Catalinarische redevoeringen II, 1 - 2
1. We hebben hem eindelijk dan toch uit de stad gegooid, beste burgers: Lucius Catilina, woedend van vermetelheid, die de misdaad uitademde, terwijl hij de ondergang van het vaderland op misdadige manier beraamde en terwijl hij voor ons deze stad met zwaard en vuur bedreigde of hebben we hem weggezonden of begeleid met woorden, terwijl hij wegging. Hij is weggegaan, uitgeweken, weggedreven, uitgebroken. Er zal geen enkel verderf door dat monster of gedrocht binnen de muren of voor de stadsmuren bereid worden. Deze ene leider van deze binnenlandse oorlog hebben we althans zonder enige twijfel overwonnen. Die dolk zal immers niet meer in onze zijde steken en we zullen niet meer doodsbang zijn op het veld, op het marktplein, in de senaat en tenslotte ook niet binnen onze igen muren van het huis. Hij is uit zijn stelling verdreven op het ogenblik dat hij uit de stad gejaagd werd. Openlijk zullen we een rechtvaardige oorlog kunnen voeren met een staatsvijand, zonder dat iemand dat zal verhinderen. Zonder twijfel hebben we de man ten gronde gebracht en hebben we hem op een fantastische manier overwonnen op het moment dat we deze uit donkere hinderlagen naar openlijke misdaad geworpen hebben.

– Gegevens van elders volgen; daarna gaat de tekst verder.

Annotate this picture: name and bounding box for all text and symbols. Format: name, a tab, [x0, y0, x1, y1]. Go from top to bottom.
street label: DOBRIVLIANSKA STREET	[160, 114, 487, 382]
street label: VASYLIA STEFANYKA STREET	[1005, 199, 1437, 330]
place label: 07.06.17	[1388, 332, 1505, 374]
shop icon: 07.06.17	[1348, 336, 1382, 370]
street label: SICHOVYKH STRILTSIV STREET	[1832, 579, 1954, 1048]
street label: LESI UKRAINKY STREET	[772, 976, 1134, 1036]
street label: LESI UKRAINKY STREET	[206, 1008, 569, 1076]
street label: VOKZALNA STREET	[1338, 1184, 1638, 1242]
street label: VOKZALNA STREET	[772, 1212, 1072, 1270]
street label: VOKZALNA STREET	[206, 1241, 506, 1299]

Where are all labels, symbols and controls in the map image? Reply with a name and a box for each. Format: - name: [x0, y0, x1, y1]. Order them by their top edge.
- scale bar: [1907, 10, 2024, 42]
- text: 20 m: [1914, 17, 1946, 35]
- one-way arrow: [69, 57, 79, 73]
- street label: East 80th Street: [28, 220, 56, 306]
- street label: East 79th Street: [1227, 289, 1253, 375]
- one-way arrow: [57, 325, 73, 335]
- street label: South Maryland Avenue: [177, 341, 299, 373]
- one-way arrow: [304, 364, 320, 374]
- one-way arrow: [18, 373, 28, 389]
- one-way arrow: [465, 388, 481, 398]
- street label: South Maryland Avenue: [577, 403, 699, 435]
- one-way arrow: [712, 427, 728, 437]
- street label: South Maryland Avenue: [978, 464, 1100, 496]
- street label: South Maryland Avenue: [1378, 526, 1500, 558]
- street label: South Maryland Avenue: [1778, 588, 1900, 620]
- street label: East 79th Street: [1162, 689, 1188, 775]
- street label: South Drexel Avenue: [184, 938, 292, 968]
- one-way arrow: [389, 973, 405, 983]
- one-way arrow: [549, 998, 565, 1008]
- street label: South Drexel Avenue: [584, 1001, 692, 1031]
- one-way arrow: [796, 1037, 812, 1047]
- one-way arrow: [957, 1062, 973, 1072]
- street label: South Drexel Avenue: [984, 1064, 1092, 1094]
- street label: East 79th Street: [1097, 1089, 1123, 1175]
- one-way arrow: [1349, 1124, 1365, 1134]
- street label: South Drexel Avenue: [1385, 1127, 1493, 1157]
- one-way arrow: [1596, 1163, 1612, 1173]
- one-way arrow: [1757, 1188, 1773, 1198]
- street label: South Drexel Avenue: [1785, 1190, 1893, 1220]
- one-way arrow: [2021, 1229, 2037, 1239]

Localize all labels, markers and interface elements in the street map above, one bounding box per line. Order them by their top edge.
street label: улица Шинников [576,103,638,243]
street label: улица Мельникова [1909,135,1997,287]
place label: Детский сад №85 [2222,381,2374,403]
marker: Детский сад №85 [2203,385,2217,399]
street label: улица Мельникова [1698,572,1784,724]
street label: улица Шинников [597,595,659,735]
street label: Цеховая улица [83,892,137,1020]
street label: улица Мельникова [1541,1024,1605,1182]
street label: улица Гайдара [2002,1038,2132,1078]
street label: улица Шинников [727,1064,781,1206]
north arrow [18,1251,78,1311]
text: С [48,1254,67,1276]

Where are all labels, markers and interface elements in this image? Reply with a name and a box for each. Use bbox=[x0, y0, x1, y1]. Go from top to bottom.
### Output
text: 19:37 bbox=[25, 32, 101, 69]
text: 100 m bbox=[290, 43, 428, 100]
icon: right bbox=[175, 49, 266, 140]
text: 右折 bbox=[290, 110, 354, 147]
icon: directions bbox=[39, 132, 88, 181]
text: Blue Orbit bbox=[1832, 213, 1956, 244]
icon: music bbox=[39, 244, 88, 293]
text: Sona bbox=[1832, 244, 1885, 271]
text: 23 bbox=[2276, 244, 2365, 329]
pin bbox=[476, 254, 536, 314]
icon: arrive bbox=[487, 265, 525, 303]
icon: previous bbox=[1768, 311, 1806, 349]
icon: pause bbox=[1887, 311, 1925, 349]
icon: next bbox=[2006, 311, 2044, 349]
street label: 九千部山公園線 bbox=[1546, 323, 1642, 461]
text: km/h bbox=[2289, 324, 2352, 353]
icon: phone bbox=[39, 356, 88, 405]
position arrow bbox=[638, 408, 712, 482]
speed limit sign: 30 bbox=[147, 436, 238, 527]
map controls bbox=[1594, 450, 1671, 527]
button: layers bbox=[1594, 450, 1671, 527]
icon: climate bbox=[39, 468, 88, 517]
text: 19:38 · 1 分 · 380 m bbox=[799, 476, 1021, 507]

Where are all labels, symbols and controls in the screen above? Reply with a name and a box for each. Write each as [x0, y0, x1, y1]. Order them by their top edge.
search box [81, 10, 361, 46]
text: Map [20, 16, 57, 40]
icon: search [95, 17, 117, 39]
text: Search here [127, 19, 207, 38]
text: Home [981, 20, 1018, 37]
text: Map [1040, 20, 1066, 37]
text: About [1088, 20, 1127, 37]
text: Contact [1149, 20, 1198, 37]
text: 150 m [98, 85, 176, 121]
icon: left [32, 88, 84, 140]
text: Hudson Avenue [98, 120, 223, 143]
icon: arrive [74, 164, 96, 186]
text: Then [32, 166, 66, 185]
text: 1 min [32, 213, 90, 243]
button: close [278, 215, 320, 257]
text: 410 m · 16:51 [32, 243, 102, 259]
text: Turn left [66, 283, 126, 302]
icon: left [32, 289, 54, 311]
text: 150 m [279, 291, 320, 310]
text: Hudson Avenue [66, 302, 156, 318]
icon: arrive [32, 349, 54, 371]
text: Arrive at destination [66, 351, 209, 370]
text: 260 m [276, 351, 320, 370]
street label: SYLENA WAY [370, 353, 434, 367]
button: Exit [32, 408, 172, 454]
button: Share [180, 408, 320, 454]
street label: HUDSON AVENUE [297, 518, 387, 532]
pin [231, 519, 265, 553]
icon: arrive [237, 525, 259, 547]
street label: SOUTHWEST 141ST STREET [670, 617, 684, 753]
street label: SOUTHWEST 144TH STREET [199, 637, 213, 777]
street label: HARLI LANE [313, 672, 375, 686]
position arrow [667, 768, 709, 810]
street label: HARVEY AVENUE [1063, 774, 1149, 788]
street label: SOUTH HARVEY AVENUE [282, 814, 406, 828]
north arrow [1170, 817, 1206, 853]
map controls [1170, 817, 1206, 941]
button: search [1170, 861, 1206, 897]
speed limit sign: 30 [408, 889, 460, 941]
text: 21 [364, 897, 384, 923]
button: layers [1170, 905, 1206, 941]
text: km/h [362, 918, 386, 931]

2. Het feit dat hij echter geen bebloed zwaard heeft getrokken, zoals hij wilde, dat hij is weggegaan terwijl wij nog leven, dat wij hem het zwaard uit de handen ontrukt hebben, dat hij de burgers ongedeerd en de stad in stand heeft achtergelaten, met wat voor een verdriet denken jullie dat hij onderuitgehaald en ten val gebracht is? Deze ligt daar nu geveld, beste burgers, en hij voelt dat hij verpletterd en verworpen is. Hij wendt zijn ogen vaak opnieuw naar deze stad, waarvan hij betreurt dat ze uit zijn keel geglipt is: ze schijnt me er zich op te verheugen dat ze zo’n grote pest uitgespuwd en naar buiten geslingerd heeft.